There are 3 ways to know if you are already under attack.

1. By leveraging IoC tools like RSA ECAT which has large database of indicators of compromise and scans all end points to

look for those indicator of compromise.

2. By hunting for threats. This is possible by two mechanisms. One is to look for threat indicators either coming from threat

intelligence feeds or your hypothesis which is being tested and second method is behavior anomalies which might point

to compromise. Popular tools in these domains are cyber reason and SQRRL.

3. By using Kill Chain based SIEM rules which are chained to identify attacks in the cycle and identify.

All three models are considered as next generation SOC and SOCs do play a critical role in threat hunting and cyber security

attack detection. Once detected, then the work of containment and eradication is done by respective resolver groups from

systems, applications, network and database which typically form the CERT/ ISIRT teams.

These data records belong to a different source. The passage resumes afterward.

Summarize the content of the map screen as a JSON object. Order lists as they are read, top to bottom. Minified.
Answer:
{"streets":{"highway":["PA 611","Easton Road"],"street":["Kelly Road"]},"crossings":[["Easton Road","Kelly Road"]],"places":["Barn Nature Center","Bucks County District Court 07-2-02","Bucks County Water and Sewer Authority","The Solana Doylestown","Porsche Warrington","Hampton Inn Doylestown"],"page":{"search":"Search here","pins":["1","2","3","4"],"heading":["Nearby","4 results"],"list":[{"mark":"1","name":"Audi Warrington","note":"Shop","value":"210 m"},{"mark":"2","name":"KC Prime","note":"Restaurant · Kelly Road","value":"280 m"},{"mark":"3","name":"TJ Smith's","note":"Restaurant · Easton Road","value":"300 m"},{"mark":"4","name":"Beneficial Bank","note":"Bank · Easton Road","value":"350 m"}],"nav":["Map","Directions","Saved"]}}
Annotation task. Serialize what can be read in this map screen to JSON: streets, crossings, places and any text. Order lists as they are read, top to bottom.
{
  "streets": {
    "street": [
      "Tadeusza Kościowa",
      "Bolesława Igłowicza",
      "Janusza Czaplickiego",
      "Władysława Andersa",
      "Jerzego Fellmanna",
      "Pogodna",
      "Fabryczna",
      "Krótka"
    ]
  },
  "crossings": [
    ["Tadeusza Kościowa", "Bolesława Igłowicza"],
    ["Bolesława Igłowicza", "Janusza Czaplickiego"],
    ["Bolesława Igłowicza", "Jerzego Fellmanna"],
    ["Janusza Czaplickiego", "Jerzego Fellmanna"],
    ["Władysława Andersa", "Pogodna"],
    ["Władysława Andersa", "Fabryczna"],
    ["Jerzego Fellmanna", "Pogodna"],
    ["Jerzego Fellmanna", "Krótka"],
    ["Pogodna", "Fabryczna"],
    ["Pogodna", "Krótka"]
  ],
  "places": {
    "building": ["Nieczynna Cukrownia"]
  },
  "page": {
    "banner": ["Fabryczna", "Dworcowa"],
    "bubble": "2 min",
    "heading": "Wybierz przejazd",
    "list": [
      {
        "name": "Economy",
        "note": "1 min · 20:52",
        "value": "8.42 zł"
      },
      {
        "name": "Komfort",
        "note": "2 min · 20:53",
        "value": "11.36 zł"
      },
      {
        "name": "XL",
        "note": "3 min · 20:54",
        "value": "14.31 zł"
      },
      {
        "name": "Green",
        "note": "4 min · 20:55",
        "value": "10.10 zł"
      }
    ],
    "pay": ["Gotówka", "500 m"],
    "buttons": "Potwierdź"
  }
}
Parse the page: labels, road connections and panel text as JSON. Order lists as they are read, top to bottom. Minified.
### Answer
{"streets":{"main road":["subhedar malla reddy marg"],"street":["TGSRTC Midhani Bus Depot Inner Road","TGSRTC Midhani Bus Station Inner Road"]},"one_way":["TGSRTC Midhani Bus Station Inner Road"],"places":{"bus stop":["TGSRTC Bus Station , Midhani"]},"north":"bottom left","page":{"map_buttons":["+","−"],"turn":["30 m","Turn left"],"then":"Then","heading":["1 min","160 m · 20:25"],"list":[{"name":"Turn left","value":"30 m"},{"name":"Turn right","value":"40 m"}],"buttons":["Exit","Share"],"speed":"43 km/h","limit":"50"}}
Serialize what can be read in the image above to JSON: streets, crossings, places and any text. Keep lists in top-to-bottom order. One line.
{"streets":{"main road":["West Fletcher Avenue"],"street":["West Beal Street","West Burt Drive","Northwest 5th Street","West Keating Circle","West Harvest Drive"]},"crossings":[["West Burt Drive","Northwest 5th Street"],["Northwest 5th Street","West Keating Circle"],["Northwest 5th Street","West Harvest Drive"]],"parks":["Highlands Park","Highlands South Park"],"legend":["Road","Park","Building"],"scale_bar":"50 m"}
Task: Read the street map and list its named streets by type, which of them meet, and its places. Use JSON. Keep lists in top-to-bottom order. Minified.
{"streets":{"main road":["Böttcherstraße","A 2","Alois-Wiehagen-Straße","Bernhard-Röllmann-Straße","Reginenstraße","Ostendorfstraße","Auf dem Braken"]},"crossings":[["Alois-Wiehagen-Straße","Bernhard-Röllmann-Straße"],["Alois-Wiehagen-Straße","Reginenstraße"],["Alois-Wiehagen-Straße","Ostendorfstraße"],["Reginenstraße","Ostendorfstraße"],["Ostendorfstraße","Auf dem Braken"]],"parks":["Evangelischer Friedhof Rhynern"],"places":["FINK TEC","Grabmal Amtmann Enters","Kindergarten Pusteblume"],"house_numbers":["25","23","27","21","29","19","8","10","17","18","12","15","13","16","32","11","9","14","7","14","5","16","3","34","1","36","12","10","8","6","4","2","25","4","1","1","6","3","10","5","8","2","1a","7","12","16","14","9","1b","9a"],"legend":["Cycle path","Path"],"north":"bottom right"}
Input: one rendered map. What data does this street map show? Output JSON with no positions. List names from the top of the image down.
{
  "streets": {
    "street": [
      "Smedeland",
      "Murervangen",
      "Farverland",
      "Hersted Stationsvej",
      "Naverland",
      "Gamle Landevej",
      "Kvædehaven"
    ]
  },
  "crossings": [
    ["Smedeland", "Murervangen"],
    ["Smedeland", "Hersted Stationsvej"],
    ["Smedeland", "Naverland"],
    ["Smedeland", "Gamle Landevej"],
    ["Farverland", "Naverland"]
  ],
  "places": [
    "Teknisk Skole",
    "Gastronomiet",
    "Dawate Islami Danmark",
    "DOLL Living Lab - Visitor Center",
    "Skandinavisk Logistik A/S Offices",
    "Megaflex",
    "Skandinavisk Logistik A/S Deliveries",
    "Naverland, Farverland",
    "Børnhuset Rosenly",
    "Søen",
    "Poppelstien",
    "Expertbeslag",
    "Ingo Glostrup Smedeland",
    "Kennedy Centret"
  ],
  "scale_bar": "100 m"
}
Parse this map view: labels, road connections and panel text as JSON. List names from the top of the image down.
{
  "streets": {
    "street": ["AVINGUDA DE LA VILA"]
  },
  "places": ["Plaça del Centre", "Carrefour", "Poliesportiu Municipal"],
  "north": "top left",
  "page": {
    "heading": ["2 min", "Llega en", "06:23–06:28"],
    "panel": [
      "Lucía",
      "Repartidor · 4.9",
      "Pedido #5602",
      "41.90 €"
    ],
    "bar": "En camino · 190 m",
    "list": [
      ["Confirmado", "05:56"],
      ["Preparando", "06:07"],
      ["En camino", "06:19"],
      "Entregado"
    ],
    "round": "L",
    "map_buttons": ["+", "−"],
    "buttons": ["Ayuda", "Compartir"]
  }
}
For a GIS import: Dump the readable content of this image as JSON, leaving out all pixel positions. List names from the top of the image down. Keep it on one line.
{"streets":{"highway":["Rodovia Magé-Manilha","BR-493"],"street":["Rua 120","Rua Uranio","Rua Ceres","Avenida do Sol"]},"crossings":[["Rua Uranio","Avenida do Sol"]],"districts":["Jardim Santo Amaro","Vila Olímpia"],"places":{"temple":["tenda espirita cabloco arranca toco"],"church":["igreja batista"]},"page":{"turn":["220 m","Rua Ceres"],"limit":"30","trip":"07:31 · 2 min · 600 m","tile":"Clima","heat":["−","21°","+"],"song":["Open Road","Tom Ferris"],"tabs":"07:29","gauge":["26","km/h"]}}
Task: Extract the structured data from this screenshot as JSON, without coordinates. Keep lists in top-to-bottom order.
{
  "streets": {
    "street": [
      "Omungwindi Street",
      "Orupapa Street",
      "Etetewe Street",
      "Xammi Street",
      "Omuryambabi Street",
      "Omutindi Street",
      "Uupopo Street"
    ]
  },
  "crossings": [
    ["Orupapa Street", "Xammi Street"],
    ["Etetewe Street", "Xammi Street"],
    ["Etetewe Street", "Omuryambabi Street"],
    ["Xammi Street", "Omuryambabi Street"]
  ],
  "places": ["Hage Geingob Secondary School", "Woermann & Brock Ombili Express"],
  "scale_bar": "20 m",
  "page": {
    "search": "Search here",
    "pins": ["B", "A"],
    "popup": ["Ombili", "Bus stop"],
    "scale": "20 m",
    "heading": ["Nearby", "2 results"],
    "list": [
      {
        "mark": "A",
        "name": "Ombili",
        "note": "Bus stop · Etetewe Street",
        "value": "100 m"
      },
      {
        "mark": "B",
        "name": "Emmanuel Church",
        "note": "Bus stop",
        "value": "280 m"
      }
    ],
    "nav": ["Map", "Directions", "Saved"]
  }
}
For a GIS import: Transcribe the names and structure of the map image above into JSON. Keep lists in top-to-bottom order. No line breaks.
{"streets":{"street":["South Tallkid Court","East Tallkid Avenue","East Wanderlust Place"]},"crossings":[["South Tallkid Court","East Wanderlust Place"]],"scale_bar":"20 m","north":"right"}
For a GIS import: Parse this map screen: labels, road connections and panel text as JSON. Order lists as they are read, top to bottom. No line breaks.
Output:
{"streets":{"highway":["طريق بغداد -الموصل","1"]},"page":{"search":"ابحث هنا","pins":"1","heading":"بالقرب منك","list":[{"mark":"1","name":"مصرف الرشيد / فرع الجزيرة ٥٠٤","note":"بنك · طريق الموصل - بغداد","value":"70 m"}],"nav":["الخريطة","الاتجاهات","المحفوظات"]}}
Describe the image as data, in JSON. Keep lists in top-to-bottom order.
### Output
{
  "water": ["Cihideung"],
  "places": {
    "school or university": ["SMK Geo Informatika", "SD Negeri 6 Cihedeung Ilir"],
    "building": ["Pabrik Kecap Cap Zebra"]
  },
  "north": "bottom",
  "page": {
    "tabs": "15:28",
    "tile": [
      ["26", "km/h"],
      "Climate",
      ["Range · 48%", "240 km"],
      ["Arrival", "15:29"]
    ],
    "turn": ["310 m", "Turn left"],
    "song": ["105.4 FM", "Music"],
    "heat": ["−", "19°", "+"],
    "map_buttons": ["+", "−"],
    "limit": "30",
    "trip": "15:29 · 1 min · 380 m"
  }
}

Q3. How to make use of Threat Intelligence feeds to detect Cyber attacks pro-actively?

Threat intelligence is very valuable in preventing cyber attacks, and can be used both manually and in an automated

manner in an SOC.

A. Threat hunter can use the threat intelligence feed to view, validate and research the vulnerabilities, applicability of the

malwares, bad IPs, URLs and map to organization’s assets etc. to proactively protect the systems.

B. The automated process is via STIX/TAXII compliant ingestion and acting for auto blocking bad IP and URLs, file names

and checksums etc.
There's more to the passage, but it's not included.